She loved him, of that, he never had a doubt. And she hated it here with him, of that, he now had no doubt either. She was so beautiful, so unique, almost exotic, like a migratory bird who flew the skies to find her roost.

Hwan had become her cage. 

His hand dropped.

"I do not think I misunderstand, Jay Yi. You don't want me, this Palace, this life."

His gaze fixed on her, Hwan willed her to deny it vehemently. Prayed. Waited.

Overwrought from everything, Jay Yi could only move her head from side to side, sickened, at a loss to find reassuring words to assuage him, tears of helplessness spilling over. 

"It's not w-what you are thinking. I want nothing more than to be with you, but -" Stressed and afraid to say the wrong thing, Jay Yi faltered.

"But-?" 

"I-I don't know, I don't know what else to say anymore!" The gut-wrenching words rent through her flesh, splitting open wounds she did not know existed. 

Immobile, Hwan searched her face in a prolonged, torturous pause that threatened to deafen her. 

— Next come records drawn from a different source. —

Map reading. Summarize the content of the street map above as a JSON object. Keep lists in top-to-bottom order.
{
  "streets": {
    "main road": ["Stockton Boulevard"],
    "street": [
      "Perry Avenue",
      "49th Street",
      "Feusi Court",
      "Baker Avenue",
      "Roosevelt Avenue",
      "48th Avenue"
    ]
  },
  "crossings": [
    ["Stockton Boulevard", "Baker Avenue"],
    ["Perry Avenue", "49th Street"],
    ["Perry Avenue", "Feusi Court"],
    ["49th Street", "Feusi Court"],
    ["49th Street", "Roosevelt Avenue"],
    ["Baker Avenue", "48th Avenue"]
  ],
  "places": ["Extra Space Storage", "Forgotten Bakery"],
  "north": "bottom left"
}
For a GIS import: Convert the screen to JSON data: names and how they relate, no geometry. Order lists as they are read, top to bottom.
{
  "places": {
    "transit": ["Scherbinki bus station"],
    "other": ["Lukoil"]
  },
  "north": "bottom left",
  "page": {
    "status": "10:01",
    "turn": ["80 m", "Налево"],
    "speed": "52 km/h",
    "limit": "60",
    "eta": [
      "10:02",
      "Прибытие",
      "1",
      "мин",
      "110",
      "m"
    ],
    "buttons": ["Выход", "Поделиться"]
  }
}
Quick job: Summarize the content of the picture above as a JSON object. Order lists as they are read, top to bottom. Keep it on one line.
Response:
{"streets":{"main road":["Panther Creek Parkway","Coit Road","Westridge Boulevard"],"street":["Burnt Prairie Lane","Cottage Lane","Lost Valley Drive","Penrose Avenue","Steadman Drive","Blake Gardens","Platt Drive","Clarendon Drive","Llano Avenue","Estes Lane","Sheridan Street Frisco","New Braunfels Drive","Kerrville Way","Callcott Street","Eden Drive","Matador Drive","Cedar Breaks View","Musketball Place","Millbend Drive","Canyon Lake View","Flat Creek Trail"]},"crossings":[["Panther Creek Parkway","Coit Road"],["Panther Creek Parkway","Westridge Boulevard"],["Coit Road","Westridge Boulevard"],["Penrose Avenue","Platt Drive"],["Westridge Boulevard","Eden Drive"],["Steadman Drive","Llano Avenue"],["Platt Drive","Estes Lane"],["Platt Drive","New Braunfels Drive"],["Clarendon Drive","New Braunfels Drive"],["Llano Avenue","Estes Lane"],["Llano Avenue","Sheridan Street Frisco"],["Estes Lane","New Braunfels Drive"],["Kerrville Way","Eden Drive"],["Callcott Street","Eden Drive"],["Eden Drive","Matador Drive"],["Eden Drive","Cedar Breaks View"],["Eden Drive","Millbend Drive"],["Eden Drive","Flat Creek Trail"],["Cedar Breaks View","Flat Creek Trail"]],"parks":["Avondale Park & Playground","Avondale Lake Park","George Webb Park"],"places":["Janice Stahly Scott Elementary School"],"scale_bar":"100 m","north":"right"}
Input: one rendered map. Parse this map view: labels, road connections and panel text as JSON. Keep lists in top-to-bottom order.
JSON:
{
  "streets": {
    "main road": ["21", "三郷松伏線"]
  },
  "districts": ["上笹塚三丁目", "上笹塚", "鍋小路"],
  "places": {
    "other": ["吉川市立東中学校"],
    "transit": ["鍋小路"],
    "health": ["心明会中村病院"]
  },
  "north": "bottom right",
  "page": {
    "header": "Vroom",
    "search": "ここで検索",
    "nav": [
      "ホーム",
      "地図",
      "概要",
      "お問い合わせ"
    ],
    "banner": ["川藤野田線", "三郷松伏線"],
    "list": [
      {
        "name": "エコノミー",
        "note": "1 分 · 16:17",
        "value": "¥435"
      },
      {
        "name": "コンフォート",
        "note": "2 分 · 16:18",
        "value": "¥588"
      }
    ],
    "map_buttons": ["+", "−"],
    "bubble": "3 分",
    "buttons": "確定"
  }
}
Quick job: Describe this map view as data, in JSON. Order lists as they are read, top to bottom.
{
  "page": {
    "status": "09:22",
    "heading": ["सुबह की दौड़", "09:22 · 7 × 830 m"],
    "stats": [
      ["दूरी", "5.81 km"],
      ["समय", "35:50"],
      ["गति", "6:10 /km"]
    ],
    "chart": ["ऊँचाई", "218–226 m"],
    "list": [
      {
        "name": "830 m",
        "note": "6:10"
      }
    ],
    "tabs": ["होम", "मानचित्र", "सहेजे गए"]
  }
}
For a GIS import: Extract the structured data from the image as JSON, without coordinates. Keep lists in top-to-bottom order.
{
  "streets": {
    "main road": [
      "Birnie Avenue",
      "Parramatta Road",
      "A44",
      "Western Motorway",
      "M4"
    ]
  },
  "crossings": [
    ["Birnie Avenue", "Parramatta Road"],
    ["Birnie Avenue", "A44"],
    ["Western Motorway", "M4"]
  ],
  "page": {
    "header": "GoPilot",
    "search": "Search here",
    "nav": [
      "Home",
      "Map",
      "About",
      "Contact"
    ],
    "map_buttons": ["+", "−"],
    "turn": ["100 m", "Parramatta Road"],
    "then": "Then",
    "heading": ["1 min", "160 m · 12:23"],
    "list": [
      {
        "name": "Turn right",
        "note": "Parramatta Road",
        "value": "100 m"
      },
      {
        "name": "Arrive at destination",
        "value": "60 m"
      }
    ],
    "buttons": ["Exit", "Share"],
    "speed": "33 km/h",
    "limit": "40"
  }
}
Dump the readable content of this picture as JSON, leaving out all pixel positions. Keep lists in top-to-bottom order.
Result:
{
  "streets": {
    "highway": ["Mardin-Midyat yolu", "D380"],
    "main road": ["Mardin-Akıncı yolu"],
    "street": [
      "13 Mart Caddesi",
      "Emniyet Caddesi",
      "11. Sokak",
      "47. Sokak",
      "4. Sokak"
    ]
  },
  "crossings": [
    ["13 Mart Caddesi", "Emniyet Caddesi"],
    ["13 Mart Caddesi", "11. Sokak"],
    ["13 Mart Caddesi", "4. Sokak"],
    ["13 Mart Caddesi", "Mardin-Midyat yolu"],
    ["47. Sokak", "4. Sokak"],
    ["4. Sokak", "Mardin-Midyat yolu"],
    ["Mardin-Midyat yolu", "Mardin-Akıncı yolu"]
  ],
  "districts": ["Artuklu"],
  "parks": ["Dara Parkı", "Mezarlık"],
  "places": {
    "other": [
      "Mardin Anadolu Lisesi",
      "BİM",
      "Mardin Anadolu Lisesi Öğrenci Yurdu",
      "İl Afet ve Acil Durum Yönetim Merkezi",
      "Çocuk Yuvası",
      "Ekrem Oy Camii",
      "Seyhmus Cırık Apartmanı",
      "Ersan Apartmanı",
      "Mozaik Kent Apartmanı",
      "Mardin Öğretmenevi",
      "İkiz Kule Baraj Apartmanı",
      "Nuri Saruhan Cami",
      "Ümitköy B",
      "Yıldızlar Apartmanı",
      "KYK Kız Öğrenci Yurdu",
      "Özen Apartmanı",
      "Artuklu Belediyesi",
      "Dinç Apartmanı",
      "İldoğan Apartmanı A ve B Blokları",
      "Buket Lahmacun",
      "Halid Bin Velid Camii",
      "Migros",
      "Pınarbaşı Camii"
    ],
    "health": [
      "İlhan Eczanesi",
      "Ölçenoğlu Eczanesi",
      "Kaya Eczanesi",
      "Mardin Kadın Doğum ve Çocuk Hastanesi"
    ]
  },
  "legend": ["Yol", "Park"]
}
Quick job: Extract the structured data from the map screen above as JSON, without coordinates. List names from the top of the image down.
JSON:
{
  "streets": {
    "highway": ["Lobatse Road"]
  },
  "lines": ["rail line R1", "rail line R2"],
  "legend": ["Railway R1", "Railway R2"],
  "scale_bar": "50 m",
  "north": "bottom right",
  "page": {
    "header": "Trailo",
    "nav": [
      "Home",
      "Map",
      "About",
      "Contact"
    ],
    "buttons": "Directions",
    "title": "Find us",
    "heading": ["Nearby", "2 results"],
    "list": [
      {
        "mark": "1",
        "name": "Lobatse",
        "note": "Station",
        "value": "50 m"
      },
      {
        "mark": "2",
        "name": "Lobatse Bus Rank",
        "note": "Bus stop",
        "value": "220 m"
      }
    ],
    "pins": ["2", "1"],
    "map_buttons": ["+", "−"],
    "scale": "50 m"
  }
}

Her but said more than he could bear. It had been staring in his face. He had not wanted to accept it.

Hwan looked past her into the mirror. The gold of her binyeo glowed back at him mockingly, the one sitting in his pocket laughing out loud at the irony. He wanted to smash something, anything. Perhaps the noise of something breaking could shut the cacophony of pain thrashing his ears and drown the din of his heart shattering. 

Hwan had always heard too much pain could numb, and the curtain of blackness falling upon his heart could be a sign that it was true after all.

Hwan straightened suddenly, shrugging her hand off and stepping back.

"I was wrong to bring you to the Palace." The angry resignation in his voice sliced a knife of pure, cold terror through Jay Yi's heart.

Before she could gather her scared, scattered thoughts, Hwan exited the washroom. Without thinking, Jay Yi ran after him. She clutched onto his sleeve. "Your Majesty, you were not wrong to bring me here. I want you and a life with you more than my own life. I should not have hidden from you. I do not know why I did, but you must believe me, I was coming to you. I will do anything to make up for what I did today. I did not mean it. It will never happen again." She clamped down a terrified sob.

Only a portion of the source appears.